If Koons storms the galleries as a ruffler of feathers, it is because he jangles our preconceptions of the beautiful and the ugly, forcing us to look head-on at the weird, intricate fusion of the repellent and the enticing that marks the world of kitsch. To me, the most startling of his assaults is his resurrection, in the most unexpected contexts, of an art-historical style at the opposite extreme from modern visual prejudices: the Rococo. To be sure, we have all relaxed some since the days of Minimalism and “less is more”—relaxed enough, most of us, to embrace the original masterpieces of Rococo art, especially in their most spectacularly excessive variations at, say, Amalienburg or Wies, sites easily accessible to Koons, who usually keeps one of his nomadic feet in Bavaria. But all that happened in the 18th century, where it presumably belonged. Later, bastardized progeny of the Rococo, from King Ludwig II’s castle at Linderhof, outside Munich, to Liberace’s latter-day palaces, outside Los Angeles, had drifted far beyond the pale of proper art history until Koons crash-landed his bizarre mutations of the style onto the walls of SoHo, where they demanded equal time.

To be sure, Koons is not alone here—both Barbara Bloom and Cindy Sherman have had their neo-Rococo moments. And way back in 1963, a Lichtenstein painting magnified to hideous dimensions an ultra-Rococo specimen of kitsch jewelry. But Koons’ version of the Rococo has a full-scale embrace. From the mid ’80s on, in fact, the aura of the Rococo and of its more robust parent, the Baroque. has permeated most of his art, whether literally, as in his polychrome-pastel cherubs who, were it not for an intrusive Popples, might be at home fluttering in a Bavarian church, or more figuratively, in the Counter-Reformation theater that he invented as the cosmic stage-set for his rapturous sex life.

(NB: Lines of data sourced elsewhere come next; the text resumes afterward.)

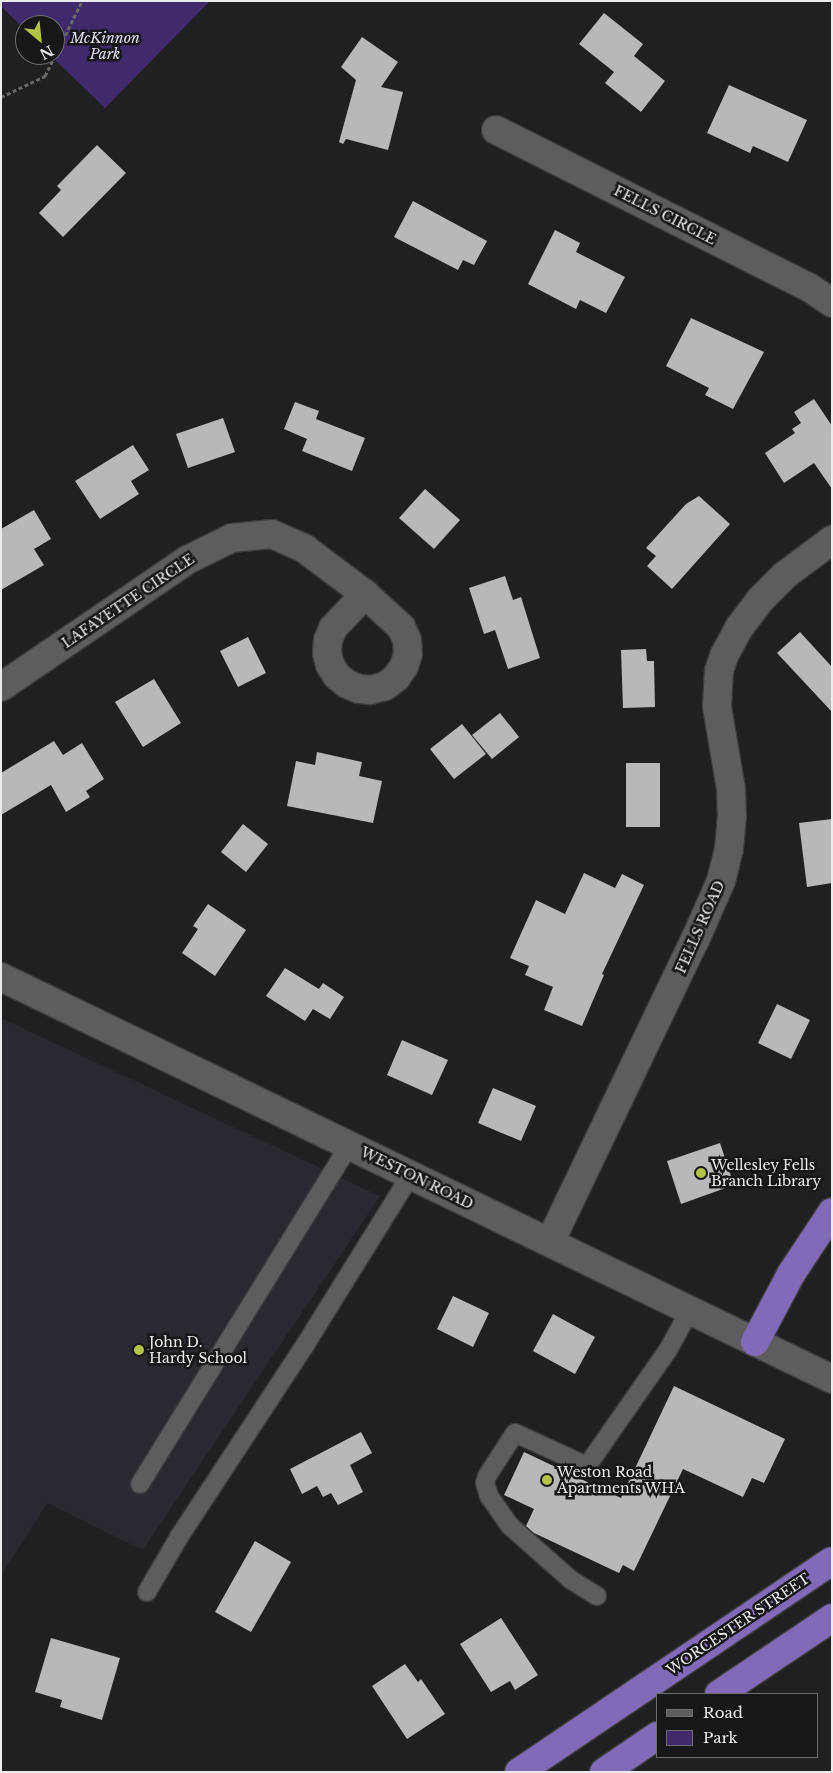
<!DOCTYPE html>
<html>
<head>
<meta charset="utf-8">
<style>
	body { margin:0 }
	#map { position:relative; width:833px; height:1773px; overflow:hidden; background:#202022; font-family:"Libre Baskerville",serif }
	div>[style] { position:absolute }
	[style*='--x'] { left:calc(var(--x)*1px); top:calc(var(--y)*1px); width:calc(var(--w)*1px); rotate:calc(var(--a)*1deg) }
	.built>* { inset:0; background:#2a2830 }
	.green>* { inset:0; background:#402a6c }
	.building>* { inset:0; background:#b8b7ba }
	.path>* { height:3px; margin-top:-1.5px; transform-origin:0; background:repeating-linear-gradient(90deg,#68686a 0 4px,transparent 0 6.5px) }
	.roads { filter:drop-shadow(1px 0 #3c3c3d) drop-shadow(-1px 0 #3c3c3d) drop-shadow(0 1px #3c3c3d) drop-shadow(0 -1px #3c3c3d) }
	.service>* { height:18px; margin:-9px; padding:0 9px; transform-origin:9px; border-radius:9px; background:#5d5c5f }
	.minor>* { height:28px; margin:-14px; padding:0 14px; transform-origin:14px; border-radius:14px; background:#5d5c5f }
	.secondary>* { height:28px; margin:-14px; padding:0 14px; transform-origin:14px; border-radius:14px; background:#5d5c5f }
	.trunk>* { height:28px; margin:-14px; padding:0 14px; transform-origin:14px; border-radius:14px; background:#816ab8 }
	.dots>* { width:14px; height:14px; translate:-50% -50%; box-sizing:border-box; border:2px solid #171719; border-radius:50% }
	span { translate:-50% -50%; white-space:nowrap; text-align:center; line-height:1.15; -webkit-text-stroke:5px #171719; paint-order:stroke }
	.park-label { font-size:14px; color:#e2ddf4; font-style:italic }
	.street-label { font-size:14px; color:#ecebed }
	.poi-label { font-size:14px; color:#ecebed }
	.left { translate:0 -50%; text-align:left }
	.frame { position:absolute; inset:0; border:2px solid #ecebed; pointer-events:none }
	.legend { position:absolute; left:656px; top:1693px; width:162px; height:65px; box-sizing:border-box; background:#171719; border:1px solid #6c6c6e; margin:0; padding:6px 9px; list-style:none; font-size:15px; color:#ecebed }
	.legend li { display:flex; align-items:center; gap:10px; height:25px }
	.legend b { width:25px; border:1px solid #6c6c6e }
	.north { position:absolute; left:15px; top:15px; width:50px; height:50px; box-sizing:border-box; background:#171719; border:1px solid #6c6c6e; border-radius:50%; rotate:152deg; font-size:14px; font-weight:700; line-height:20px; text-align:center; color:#ecebed }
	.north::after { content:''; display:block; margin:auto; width:18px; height:22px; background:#b4c24a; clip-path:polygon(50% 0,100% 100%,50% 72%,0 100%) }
</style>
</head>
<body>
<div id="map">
	<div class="built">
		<div style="clip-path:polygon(1px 1018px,380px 1196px,143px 1550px,47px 1503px,1px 1576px)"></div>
	</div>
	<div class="green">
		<div style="clip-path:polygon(1px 1px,210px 1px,105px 108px,50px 55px,55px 55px,55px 25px,25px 25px,25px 30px,1px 6px)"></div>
	</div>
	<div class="building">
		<div style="clip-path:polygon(604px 13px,643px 44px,634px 56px,665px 81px,641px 112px,605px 83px,614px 72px,579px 44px)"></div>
		<div style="clip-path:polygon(362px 37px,398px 62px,381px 87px,403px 92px,388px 150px,346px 139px,343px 144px,339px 142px,356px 80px,341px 67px)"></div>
		<div style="clip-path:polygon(729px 85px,807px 120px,788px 162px,753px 146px,750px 153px,707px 133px)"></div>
		<div style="clip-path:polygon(97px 145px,126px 173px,63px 237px,39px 213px,61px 190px,57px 186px)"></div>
		<div style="clip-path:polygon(413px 201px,487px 241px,474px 265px,463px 260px,458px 270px,394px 237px)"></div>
		<div style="clip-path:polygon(555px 230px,580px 243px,576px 252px,625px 277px,606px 313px,580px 300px,576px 309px,528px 284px)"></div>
		<div style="clip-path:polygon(691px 318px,764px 352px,733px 409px,705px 395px,709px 388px,666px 366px)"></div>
		<div style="clip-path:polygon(814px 399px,832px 426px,832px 489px,814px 463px,784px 483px,765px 453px,795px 433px,792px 429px,801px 423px,794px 412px)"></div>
		<div style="clip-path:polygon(295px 402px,319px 411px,316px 419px,365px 438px,352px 471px,302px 451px,307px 439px,284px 429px)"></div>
		<div style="clip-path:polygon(223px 418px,235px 452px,188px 468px,176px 434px)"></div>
		<div style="clip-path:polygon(133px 445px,149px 470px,131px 481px,139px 494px,100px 519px,75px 481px)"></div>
		<div style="clip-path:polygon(425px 489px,460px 520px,434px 549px,399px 518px)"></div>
		<div style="clip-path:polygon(699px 496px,730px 524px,672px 589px,647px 566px,656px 556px,646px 548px,686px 504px)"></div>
		<div style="clip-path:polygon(34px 510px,51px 539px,34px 549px,44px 565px,1px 590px,1px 529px)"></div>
		<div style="clip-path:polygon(505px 576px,513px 600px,521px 597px,540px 658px,508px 669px,495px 630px,484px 634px,469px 588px)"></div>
		<div style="clip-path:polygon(800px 632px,832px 667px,832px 712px,777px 653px)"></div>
		<div style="clip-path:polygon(248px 637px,266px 673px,238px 687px,220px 651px)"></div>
		<div style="clip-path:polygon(646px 649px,647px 661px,654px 661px,655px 707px,623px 708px,621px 650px)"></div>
		<div style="clip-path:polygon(154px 679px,181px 723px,143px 747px,115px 702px)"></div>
		<div style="clip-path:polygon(500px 713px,519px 737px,492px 759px,472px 735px)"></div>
		<div style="clip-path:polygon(462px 724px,486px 754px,454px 779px,430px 749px)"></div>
		<div style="clip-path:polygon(54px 741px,63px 755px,82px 743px,104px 779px,86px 791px,90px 797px,66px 812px,51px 785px,1px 815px,1px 773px)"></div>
		<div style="clip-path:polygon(317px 752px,362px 762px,359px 776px,382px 781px,373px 823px,287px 806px,296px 761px,315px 765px)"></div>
		<div style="clip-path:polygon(626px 763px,660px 763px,660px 827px,626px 827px)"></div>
		<div style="clip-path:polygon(832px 819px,832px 883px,807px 887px,799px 823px)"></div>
		<div style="clip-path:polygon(243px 824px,268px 844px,246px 872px,221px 852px)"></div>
		<div style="clip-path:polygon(584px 873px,615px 888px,622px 874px,644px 885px,602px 974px,604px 975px,582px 1026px,544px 1010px,553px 987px,525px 975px,529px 966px,510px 958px,536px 900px,565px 914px)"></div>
		<div style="clip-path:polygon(208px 904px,246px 930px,215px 976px,182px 953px,198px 929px,193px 926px)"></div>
		<div style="clip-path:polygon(285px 968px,319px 989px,323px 983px,344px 997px,330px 1019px,313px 1009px,305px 1021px,266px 996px)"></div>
		<div style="clip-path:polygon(777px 1004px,810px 1020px,791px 1059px,758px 1043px)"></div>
		<div style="clip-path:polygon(402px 1040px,448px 1060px,432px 1095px,387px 1075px)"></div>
		<div style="clip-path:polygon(493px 1088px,536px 1106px,521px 1141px,478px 1123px)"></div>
		<div style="clip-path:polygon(720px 1143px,734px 1185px,681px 1204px,667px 1161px)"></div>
		<div style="clip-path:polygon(453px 1296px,489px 1313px,473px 1347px,437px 1329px)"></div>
		<div style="clip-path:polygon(553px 1314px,595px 1337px,575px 1374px,533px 1351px)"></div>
		<div style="clip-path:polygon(674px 1386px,785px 1439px,764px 1483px,752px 1478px,743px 1497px,683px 1469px,634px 1571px,623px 1565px,619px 1573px,534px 1533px,526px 1526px,534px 1509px,504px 1495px,524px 1452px,621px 1498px)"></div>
		<div style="clip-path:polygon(361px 1432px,372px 1453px,350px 1465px,363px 1492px,338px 1505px,331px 1493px,323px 1497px,317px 1486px,302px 1494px,290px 1469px)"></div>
		<div style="clip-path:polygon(255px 1541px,291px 1562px,251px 1632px,215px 1612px)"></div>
		<div style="clip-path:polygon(501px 1618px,538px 1675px,515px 1690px,510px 1681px,491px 1692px,460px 1644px)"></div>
		<div style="clip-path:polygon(51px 1638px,120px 1658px,102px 1720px,60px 1707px,62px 1700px,35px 1692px)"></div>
		<div style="clip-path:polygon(405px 1664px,418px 1682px,421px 1679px,445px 1714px,407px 1739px,372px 1686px)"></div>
	</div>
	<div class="path">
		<div style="--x:1;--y:97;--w:49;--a:-25.5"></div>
		<div style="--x:45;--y:76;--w:84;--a:-63.7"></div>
	</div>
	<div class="roads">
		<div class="service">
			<div style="--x:140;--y:1484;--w:398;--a:-58.3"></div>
			<div style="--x:147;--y:1592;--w:64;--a:-59.8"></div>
			<div style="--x:179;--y:1537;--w:230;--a:-56.7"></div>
			<div style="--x:305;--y:1345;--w:200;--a:-58.1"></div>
			<div style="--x:597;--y:1596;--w:32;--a:-148"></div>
			<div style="--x:570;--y:1579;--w:80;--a:-138.5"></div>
			<div style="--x:510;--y:1526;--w:37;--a:-125"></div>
			<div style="--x:489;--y:1496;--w:14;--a:-107"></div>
			<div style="--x:485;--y:1483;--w:7;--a:-74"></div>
			<div style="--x:487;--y:1476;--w:51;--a:-56.9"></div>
			<div style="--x:515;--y:1433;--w:79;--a:24.6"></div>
			<div style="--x:587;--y:1466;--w:141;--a:-55.1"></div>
			<div style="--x:668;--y:1350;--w:46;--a:-61.2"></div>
		</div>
		<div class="minor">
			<div style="--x:496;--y:130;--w:352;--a:26.7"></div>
			<div style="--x:810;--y:288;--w:27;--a:34"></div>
			<div style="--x:1;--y:687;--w:225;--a:-34.3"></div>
			<div style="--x:187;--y:560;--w:50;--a:-26.1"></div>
			<div style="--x:232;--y:538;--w:40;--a:-5.7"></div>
			<div style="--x:272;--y:534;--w:36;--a:24"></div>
			<div style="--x:305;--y:549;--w:75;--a:36.9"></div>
			<div style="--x:365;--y:594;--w:49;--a:42.5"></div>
			<div style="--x:401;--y:627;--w:14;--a:65"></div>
			<div style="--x:407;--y:640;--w:14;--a:86"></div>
			<div style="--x:408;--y:654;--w:13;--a:108"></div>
			<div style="--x:404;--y:666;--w:14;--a:124"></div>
			<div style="--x:396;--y:678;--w:14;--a:144"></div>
			<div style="--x:385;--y:686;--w:15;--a:164"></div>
			<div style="--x:371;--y:690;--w:12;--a:-175"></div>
			<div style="--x:359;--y:689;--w:13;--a:-157"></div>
			<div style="--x:347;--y:684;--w:13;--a:-141"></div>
			<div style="--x:337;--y:676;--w:13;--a:-122"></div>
			<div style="--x:330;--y:665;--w:12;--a:-104"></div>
			<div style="--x:327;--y:653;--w:13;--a:-86"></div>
			<div style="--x:328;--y:640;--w:13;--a:-67"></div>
			<div style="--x:333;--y:628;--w:47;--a:-46.7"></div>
			<div style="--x:550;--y:1242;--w:335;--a:-64.4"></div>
			<div style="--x:695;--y:940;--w:64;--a:-66.2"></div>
			<div style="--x:721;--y:881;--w:33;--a:-76"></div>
			<div style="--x:729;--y:849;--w:32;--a:-85"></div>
			<div style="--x:732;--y:817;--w:28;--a:-92"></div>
			<div style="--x:731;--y:789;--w:83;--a:-99.7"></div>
			<div style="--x:717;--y:707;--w:36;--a:-87"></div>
			<div style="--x:719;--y:671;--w:16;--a:-72"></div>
			<div style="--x:724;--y:656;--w:32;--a:-62"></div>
			<div style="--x:739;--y:628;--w:35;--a:-53"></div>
			<div style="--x:760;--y:600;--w:35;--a:-45"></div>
			<div style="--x:785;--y:575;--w:59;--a:-36.7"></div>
		</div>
		<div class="secondary">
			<div style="--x:1;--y:977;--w:923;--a:25.82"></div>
		</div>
		<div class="trunk">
			<div style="--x:755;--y:1342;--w:77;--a:-62.1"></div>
			<div style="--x:791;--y:1274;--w:74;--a:-56.5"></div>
			<div style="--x:719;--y:1694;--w:136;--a:-33.9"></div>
			<div style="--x:519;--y:1772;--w:377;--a:-34"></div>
			<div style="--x:604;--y:1772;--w:64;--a:-34.2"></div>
		</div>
	</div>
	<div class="dots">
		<div style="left:701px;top:1173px;background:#b4c24a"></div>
		<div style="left:139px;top:1350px;background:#b4c24a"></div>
		<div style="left:547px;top:1480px;background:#b4c24a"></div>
	</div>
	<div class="park-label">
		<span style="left:105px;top:46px">McKinnon<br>Park</span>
	</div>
	<div class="street-label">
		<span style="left:665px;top:215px;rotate:27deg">FELLS CIRCLE</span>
		<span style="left:128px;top:601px;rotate:-34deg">LAFAYETTE CIRCLE</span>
		<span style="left:700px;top:927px;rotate:-66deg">FELLS ROAD</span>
		<span style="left:417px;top:1178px;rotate:26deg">WESTON ROAD</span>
		<span style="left:738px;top:1624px;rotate:-34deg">WORCESTER STREET</span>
	</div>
	<div class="poi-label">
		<span class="left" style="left:711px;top:1173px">Wellesley Fells<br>Branch Library</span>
		<span class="left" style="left:149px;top:1350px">John D.<br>Hardy School</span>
		<span class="left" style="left:557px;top:1480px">Weston Road<br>Apartments WHA</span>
	</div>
	<div class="frame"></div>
	<ul class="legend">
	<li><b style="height:6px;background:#5d5c5f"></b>Road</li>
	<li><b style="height:14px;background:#402a6c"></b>Park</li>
	</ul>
	<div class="north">N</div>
</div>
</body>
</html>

In one of his deadpan pronouncements transforming the high-minded past into the language and thought of consumer culture, Koons explained, “When you go to church and you see the gold and the Rococo, it’s there, they say, for the glory of God. But I believe that it’s there just to soothe the masses for the moment; to make them feel economically secure; to let something else—a spiritual experience, a manipulation—come into their lives.” Koons’ sweeping vision would cover our planet with an unsettling hybrid of history and modernity, of the unspeakably vulgar and the seductively beautiful, rattling Modernist and even post-Modernist nerves with his delirious excesses. He reminds me of another offender of good taste, largely scorned in our century until Sir John Summerson, in 1945, published his pathbreaking essay “William Butterfield, or the Glory of Ugliness,” reclaiming the ferocious originality of this Victorian architect’s attack on received standards of visual propriety. In Koons’ mirror, the disquieting “glory of ugliness” shakes us again.